The stand went from selling a handful of items to shutting down their competition a few aisles down.
“My husband told me he remembers when they used to have to cross La Viga by boat,” says Rosa about the four-lane avenue alongside the market. It was once an open canal used by farmers to row produce from the city’s rural outskirts into the heart of the capital. This market is one of the oldest in the city, with each generation of vendors adding a layer of their own to its history.
When Doña Juanita, called abuelita by family and clients alike, died eight years ago, the business passed on to her daughter Isabel. But Rosa was still working the grill every day.
“I love the work, what I’ve learned. I trained the person cooking now,” she says pointing to one of her many nieces, currently manning the grill. The stand is still serving abuelita’s recipes 40 years later – having survived fires, earthquakes and now a global pandemic. No one in the family fell seriously ill with Covid-19, but Rosa can see the scars of the pandemic all around her.

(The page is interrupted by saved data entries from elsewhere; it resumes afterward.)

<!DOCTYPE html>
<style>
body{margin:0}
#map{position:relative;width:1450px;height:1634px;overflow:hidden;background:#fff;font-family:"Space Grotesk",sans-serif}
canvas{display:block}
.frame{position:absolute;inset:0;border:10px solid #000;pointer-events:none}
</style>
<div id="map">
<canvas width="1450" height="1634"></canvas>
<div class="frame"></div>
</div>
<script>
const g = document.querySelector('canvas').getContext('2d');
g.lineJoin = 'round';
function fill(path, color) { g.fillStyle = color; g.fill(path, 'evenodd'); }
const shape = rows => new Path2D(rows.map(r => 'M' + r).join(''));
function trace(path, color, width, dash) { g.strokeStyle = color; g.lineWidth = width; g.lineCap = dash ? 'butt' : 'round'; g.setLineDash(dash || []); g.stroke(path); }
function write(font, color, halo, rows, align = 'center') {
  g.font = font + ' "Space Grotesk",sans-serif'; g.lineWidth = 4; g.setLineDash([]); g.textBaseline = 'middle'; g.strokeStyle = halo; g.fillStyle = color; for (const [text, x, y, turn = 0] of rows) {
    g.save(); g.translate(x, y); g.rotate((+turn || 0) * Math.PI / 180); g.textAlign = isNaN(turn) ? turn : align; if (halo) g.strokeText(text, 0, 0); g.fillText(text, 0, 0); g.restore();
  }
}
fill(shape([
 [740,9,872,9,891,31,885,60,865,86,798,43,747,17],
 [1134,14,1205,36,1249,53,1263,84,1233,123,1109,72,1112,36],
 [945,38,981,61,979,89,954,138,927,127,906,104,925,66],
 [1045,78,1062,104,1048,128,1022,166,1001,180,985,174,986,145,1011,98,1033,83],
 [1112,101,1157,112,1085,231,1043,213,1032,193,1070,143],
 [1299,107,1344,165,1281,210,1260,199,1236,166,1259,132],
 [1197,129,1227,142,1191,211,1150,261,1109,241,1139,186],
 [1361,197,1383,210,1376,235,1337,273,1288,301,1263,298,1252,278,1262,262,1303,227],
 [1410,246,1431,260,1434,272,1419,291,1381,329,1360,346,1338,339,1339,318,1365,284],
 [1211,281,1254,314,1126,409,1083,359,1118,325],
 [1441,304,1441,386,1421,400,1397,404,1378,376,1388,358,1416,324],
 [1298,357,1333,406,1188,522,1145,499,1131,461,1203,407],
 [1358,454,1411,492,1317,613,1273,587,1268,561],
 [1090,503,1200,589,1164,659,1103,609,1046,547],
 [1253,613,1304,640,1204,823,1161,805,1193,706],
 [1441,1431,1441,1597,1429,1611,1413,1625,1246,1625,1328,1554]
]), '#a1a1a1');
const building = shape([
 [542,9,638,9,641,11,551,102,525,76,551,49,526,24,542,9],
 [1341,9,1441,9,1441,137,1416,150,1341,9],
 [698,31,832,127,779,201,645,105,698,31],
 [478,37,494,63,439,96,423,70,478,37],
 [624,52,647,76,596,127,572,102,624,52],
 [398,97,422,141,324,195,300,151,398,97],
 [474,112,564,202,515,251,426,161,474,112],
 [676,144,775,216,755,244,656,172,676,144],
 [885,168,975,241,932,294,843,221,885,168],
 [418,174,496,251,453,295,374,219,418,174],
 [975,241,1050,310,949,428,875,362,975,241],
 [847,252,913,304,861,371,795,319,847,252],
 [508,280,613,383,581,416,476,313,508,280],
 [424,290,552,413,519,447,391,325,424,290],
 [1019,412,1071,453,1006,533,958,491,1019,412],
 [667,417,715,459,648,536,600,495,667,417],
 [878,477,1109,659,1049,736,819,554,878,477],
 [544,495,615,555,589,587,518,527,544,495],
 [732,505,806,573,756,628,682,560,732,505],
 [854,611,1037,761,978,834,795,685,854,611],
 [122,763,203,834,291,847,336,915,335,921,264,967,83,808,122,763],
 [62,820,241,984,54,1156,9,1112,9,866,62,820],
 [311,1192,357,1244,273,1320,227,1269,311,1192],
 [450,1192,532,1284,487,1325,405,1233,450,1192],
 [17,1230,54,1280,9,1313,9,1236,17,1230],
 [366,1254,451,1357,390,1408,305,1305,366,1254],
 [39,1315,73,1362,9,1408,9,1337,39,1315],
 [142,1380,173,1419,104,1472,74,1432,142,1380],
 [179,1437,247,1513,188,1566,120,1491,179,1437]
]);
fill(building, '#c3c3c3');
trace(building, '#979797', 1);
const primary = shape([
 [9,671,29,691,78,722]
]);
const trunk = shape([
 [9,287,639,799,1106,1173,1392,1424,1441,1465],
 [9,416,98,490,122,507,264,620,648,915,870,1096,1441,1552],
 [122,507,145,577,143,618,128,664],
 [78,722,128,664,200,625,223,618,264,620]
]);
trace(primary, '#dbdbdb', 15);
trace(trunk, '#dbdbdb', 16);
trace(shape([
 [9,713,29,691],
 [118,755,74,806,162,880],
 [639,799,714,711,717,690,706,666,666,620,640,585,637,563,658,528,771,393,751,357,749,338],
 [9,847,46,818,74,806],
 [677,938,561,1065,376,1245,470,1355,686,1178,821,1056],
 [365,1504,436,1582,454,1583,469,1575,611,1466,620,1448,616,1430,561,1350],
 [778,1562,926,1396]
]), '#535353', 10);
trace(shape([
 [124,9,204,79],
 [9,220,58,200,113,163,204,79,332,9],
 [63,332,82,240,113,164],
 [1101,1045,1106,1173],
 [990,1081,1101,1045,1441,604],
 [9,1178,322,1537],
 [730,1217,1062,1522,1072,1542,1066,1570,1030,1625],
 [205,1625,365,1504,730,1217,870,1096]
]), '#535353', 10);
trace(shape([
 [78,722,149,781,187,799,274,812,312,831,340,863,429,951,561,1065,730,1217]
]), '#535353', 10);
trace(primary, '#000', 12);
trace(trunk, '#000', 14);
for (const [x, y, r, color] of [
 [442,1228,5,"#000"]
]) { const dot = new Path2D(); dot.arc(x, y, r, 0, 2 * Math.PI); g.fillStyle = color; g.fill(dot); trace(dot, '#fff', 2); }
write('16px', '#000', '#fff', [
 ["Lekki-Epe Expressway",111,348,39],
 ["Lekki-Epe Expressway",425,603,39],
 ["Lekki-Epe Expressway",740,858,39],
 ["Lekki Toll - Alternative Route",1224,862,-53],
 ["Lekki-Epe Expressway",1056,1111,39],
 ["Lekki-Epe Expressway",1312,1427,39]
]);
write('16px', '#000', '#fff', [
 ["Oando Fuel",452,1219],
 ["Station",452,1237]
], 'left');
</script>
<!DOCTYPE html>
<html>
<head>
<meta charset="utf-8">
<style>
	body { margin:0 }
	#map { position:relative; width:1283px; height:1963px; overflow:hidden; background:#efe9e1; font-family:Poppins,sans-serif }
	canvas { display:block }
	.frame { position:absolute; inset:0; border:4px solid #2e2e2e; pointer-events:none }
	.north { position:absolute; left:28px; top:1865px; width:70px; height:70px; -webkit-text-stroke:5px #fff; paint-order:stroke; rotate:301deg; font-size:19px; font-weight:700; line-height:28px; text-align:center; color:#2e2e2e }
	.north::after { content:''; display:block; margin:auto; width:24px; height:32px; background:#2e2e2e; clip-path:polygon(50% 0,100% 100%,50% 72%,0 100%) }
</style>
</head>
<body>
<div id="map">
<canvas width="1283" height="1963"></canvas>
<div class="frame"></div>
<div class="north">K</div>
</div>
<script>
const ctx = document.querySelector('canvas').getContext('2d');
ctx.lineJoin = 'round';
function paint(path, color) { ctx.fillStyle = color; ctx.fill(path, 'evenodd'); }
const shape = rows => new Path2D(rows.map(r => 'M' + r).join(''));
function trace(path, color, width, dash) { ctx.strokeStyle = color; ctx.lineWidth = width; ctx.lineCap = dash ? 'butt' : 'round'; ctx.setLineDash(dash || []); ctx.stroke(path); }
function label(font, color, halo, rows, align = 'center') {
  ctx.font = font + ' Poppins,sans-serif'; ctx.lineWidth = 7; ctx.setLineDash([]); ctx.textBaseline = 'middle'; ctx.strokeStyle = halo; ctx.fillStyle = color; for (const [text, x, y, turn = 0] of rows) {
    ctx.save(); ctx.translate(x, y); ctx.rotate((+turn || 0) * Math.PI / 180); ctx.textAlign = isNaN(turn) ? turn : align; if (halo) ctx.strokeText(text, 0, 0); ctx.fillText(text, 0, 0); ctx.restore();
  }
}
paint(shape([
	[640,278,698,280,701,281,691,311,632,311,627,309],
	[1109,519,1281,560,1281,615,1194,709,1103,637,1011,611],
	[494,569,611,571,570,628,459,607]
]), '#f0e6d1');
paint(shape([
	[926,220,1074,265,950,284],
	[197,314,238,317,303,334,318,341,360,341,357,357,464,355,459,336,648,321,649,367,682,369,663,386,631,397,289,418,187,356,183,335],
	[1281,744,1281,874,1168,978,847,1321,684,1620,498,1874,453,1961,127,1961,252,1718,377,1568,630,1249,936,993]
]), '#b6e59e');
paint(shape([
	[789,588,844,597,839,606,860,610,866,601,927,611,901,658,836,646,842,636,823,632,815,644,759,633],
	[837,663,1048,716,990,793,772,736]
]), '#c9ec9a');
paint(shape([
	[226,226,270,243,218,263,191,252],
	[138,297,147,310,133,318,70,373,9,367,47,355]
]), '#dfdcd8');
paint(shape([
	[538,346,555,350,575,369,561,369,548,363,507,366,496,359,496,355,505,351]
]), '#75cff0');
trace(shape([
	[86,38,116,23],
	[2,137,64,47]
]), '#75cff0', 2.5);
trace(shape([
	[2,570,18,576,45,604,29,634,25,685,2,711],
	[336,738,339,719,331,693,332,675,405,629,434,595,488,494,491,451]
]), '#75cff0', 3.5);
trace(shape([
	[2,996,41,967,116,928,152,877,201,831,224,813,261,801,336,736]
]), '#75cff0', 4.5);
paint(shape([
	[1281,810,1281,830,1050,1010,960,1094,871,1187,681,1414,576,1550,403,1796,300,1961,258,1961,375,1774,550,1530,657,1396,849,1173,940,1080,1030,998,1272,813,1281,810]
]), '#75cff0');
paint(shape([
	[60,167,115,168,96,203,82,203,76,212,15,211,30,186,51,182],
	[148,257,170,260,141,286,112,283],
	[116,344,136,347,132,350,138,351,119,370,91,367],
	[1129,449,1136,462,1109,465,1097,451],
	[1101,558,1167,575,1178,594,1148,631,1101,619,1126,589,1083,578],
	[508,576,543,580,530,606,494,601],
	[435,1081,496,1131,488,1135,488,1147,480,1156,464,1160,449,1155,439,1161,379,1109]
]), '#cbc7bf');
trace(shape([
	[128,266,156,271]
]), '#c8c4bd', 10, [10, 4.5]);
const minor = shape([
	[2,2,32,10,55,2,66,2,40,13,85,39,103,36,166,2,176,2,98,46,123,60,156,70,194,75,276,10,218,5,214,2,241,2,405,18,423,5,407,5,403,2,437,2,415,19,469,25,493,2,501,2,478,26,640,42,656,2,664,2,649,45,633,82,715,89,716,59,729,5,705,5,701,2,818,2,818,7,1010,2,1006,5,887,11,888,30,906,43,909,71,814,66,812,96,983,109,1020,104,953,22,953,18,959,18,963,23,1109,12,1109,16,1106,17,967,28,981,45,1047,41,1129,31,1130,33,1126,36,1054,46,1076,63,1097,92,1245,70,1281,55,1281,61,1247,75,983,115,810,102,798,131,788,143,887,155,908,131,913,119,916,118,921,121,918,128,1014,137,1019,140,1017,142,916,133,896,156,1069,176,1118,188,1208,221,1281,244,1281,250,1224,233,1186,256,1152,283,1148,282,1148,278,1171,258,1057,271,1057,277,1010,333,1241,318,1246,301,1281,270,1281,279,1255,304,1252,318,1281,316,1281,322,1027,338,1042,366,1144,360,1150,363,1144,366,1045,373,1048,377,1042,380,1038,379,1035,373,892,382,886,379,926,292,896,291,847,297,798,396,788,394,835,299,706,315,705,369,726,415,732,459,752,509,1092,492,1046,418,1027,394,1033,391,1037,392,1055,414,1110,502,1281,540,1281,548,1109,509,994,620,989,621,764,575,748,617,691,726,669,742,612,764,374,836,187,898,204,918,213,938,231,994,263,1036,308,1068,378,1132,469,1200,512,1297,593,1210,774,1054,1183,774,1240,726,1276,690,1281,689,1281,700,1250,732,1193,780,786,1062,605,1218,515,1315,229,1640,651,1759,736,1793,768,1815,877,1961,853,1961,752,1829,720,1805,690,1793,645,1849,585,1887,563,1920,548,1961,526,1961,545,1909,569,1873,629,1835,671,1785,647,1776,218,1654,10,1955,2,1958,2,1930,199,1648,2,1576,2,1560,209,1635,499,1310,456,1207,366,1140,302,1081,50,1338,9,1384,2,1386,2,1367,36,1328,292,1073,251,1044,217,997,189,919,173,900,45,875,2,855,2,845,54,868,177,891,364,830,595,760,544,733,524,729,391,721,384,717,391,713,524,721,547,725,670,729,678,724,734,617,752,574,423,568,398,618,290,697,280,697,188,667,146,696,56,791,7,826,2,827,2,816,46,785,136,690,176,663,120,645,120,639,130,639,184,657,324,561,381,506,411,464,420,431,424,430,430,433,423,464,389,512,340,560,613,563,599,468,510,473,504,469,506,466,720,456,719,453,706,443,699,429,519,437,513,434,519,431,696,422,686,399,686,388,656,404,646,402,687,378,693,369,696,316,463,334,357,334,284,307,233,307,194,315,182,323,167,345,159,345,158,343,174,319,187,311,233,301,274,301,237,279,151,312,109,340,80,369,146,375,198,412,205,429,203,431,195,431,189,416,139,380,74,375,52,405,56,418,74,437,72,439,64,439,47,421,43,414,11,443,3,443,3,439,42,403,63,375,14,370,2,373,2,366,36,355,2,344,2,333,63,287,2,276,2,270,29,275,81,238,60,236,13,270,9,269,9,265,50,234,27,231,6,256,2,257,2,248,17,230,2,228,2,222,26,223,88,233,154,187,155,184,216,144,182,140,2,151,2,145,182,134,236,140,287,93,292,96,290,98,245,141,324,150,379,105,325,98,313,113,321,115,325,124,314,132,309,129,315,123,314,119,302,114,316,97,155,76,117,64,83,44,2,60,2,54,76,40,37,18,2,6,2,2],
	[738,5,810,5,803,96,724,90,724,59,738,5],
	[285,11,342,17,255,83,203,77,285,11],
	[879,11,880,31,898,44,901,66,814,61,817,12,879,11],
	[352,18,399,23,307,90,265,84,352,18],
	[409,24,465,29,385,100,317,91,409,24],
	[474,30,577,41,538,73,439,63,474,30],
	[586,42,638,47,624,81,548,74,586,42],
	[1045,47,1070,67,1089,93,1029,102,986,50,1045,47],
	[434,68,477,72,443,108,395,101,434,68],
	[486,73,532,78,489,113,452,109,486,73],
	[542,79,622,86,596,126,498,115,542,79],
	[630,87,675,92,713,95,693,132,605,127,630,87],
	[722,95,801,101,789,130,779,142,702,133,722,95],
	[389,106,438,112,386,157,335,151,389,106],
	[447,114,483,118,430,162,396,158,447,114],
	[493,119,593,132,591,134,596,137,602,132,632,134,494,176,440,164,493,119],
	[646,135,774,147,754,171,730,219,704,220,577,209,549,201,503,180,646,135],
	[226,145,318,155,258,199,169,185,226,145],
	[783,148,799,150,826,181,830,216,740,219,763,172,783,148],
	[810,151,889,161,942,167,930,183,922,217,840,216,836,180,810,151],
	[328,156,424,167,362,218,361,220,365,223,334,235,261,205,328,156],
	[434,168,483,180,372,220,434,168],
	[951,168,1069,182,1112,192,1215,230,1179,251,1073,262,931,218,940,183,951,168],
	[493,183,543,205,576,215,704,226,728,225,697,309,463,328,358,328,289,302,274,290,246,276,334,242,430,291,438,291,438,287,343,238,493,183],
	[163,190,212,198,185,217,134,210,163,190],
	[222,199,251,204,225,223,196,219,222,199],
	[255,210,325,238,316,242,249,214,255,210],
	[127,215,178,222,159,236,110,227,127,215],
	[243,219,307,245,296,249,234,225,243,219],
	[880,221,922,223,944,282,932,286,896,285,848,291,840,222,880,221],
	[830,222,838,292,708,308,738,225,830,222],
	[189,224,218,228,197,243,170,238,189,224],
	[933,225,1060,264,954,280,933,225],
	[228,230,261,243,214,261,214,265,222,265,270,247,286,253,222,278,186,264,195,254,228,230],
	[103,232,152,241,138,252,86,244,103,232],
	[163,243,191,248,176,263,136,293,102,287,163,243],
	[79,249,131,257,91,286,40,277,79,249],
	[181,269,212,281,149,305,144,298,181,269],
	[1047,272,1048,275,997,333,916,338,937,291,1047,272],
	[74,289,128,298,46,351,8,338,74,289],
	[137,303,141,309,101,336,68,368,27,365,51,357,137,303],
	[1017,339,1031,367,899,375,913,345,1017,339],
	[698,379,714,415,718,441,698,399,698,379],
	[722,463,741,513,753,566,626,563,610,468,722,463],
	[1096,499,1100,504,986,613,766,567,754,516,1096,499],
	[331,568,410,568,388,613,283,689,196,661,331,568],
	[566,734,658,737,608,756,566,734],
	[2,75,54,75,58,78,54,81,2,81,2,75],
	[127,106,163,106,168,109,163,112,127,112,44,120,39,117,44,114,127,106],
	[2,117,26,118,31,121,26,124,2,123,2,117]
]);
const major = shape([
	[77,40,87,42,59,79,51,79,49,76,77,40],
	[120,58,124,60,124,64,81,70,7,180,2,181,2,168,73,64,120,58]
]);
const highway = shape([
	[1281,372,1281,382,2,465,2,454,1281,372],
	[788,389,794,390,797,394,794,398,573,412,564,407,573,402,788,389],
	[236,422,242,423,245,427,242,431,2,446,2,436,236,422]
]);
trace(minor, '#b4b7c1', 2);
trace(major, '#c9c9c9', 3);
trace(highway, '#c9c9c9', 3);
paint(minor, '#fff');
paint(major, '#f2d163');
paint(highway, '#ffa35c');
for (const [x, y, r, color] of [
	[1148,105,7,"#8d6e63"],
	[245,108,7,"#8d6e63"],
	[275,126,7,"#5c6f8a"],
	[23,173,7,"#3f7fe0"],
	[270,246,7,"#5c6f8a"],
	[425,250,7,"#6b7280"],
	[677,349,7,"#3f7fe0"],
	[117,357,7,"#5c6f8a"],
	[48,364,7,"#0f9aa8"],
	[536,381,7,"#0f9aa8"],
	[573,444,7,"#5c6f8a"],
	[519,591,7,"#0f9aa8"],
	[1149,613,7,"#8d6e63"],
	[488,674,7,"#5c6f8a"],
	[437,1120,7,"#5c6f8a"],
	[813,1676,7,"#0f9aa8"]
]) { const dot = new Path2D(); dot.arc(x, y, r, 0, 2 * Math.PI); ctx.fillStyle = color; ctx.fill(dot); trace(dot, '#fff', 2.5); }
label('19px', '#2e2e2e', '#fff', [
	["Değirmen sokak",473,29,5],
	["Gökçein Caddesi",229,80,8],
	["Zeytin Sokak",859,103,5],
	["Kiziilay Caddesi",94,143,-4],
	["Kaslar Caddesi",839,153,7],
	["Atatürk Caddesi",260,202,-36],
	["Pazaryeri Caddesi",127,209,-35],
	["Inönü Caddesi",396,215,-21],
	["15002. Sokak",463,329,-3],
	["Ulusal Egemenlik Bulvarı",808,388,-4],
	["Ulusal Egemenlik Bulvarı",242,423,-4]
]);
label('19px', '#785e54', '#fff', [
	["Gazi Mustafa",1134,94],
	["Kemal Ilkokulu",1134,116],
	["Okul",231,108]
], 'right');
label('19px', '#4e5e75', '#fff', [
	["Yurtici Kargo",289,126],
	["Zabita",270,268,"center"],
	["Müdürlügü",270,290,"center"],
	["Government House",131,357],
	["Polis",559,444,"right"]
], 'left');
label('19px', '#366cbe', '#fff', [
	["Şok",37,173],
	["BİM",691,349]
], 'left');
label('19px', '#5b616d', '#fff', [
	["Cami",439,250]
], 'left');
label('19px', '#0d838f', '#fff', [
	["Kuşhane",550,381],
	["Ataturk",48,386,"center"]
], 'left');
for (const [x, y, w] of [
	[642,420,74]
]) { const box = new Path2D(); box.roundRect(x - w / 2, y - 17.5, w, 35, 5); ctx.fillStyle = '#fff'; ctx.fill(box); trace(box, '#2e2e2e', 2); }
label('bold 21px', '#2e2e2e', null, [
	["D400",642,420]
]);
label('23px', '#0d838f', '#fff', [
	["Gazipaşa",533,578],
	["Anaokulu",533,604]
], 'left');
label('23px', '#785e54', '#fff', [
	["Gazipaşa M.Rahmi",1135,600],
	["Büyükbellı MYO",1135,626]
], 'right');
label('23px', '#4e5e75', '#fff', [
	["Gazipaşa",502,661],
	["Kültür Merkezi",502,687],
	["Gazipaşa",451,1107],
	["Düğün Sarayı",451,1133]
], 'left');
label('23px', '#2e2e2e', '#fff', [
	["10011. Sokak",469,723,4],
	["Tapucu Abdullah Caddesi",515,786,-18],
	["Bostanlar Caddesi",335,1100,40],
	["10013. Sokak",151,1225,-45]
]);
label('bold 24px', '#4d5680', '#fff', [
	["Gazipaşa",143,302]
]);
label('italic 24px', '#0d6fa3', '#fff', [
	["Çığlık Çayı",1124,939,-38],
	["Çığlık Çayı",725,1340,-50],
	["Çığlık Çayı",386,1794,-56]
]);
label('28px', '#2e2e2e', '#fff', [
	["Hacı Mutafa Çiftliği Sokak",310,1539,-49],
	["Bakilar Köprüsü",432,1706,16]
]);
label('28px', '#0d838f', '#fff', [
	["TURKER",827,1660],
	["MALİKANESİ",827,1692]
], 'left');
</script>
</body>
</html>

“There were compañeros all around us that died. Now clients are coming back and telling us that someone we know died,” she says shaking her head. “We just have to keep taking care of ourselves.”
While Rosa says this year has seen a drastic drop in business, on a recent Friday we can already see signs of life slowly creeping back, not only at Quesadillas La Chaparrita but also in the Jamacia Market itself. Masked shoppers are out buying produce, and regulars are stopping by for quesadillas or to order a mojarra for the weekend. For this 40-year-old business, the pandemic is just another obstacle they are eager to overcome so that they can get back to feeding the market as they have for decades.